Dataset items
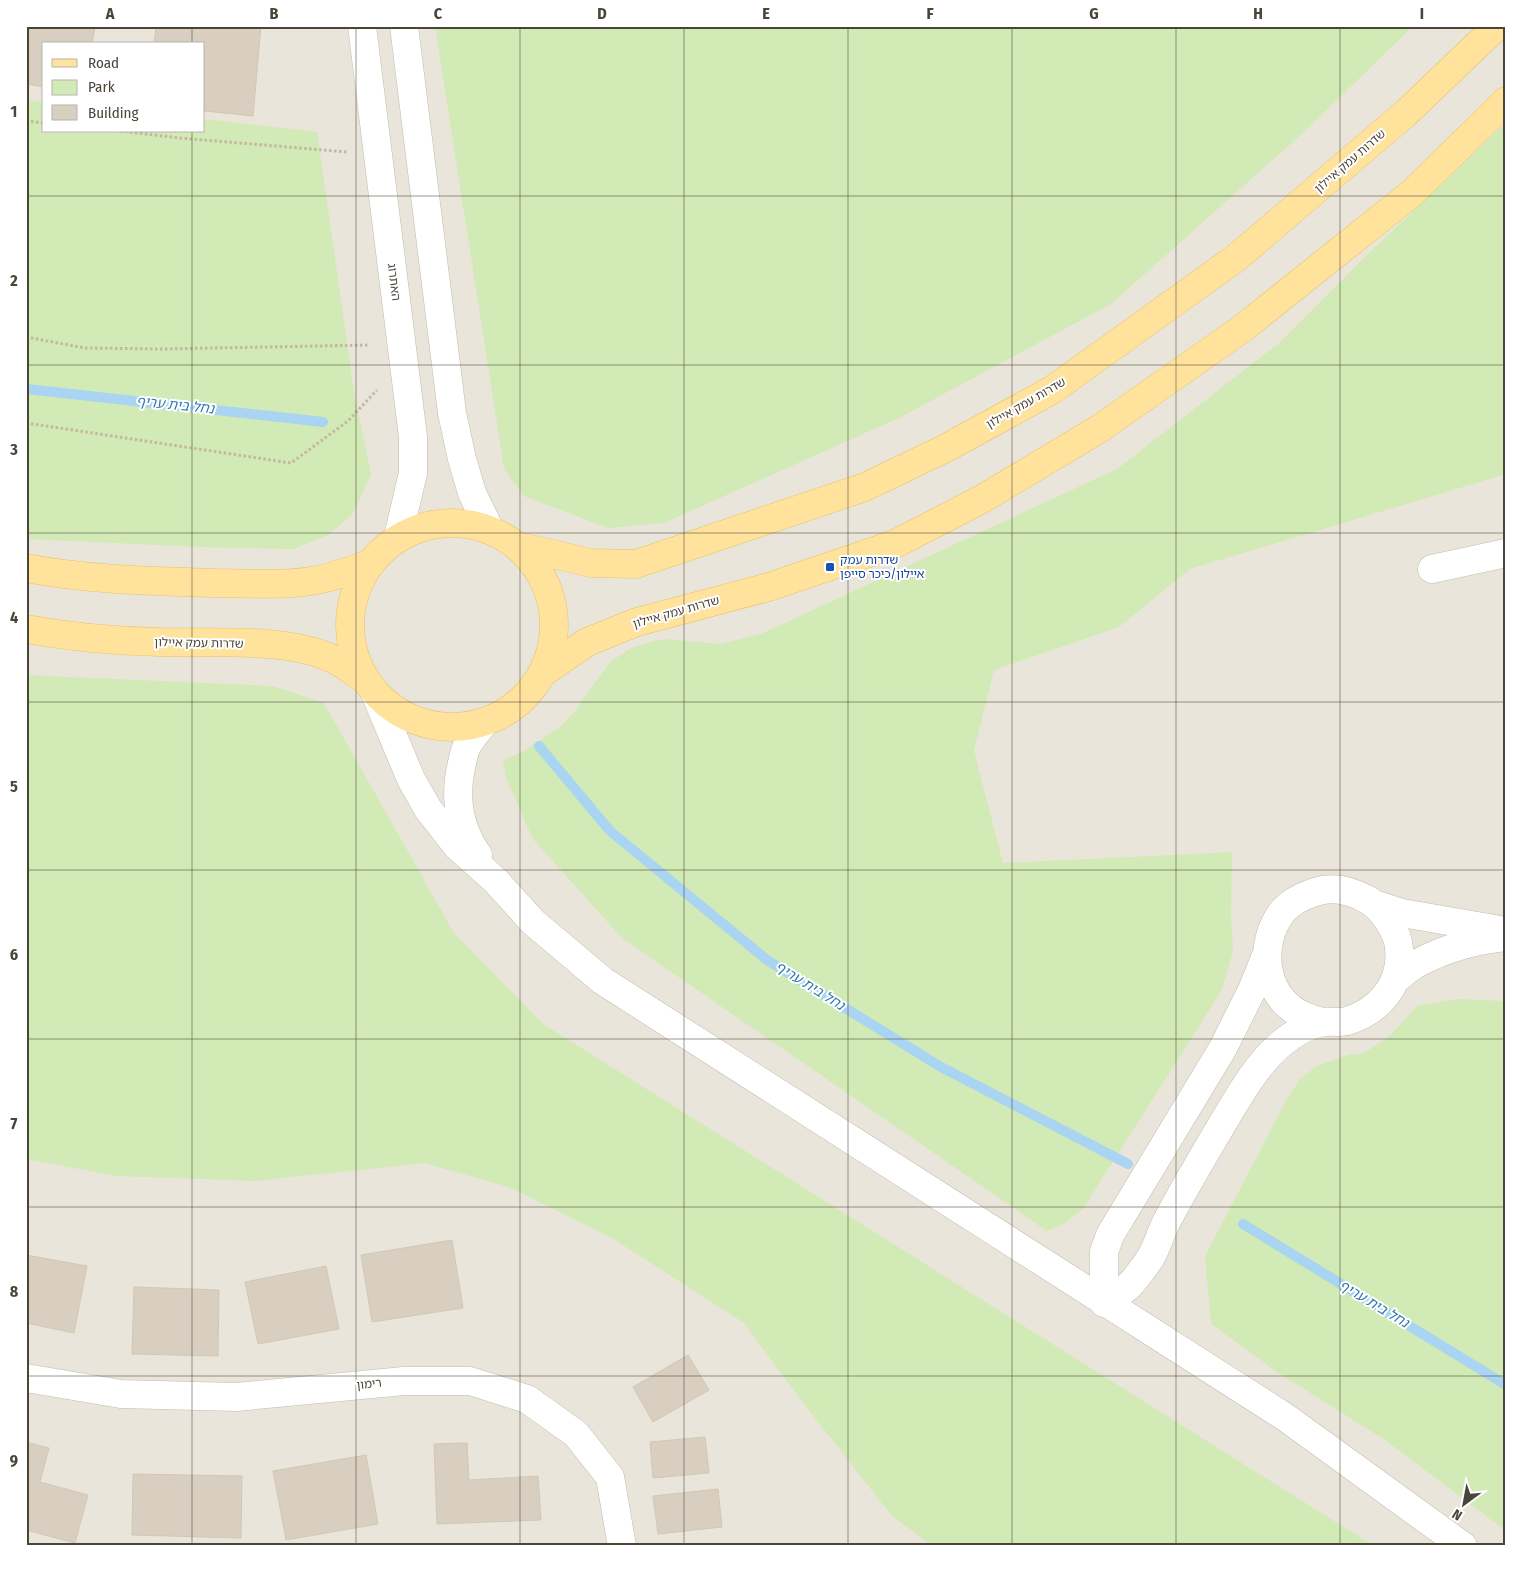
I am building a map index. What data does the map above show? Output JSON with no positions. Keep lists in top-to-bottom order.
{
  "streets": {
    "main road": ["שדרות עמק איילון"],
    "street": ["האתרוג", "רימון"]
  },
  "water": ["נחל בית עריף"],
  "places": {
    "transit": ["שדרות עמק איילון/כיכר סייפן"]
  },
  "legend": ["Road", "Park", "Building"],
  "north": "bottom left",
  "grid": {
    "columns": [
      "A",
      "B",
      "C",
      "D",
      "E",
      "F",
      "G",
      "H",
      "I"
    ],
    "rows": [
      "1",
      "2",
      "3",
      "4",
      "5",
      "6",
      "7",
      "8",
      "9"
    ]
  }
}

ASSIGNMENT:
Nothing but the pictures is to be left out; repeat the data exactly.

TASK SOLUTION:
I am building a map index. What data does the map above show? Output JSON with no positions. Keep lists in top-to-bottom order.
{
  "streets": {
    "main road": ["שדרות עמק איילון"],
    "street": ["האתרוג", "רימון"]
  },
  "water": ["נחל בית עריף"],
  "places": {
    "transit": ["שדרות עמק איילון/כיכר סייפן"]
  },
  "legend": ["Road", "Park", "Building"],
  "north": "bottom left",
  "grid": {
    "columns": [
      "A",
      "B",
      "C",
      "D",
      "E",
      "F",
      "G",
      "H",
      "I"
    ],
    "rows": [
      "1",
      "2",
      "3",
      "4",
      "5",
      "6",
      "7",
      "8",
      "9"
    ]
  }
}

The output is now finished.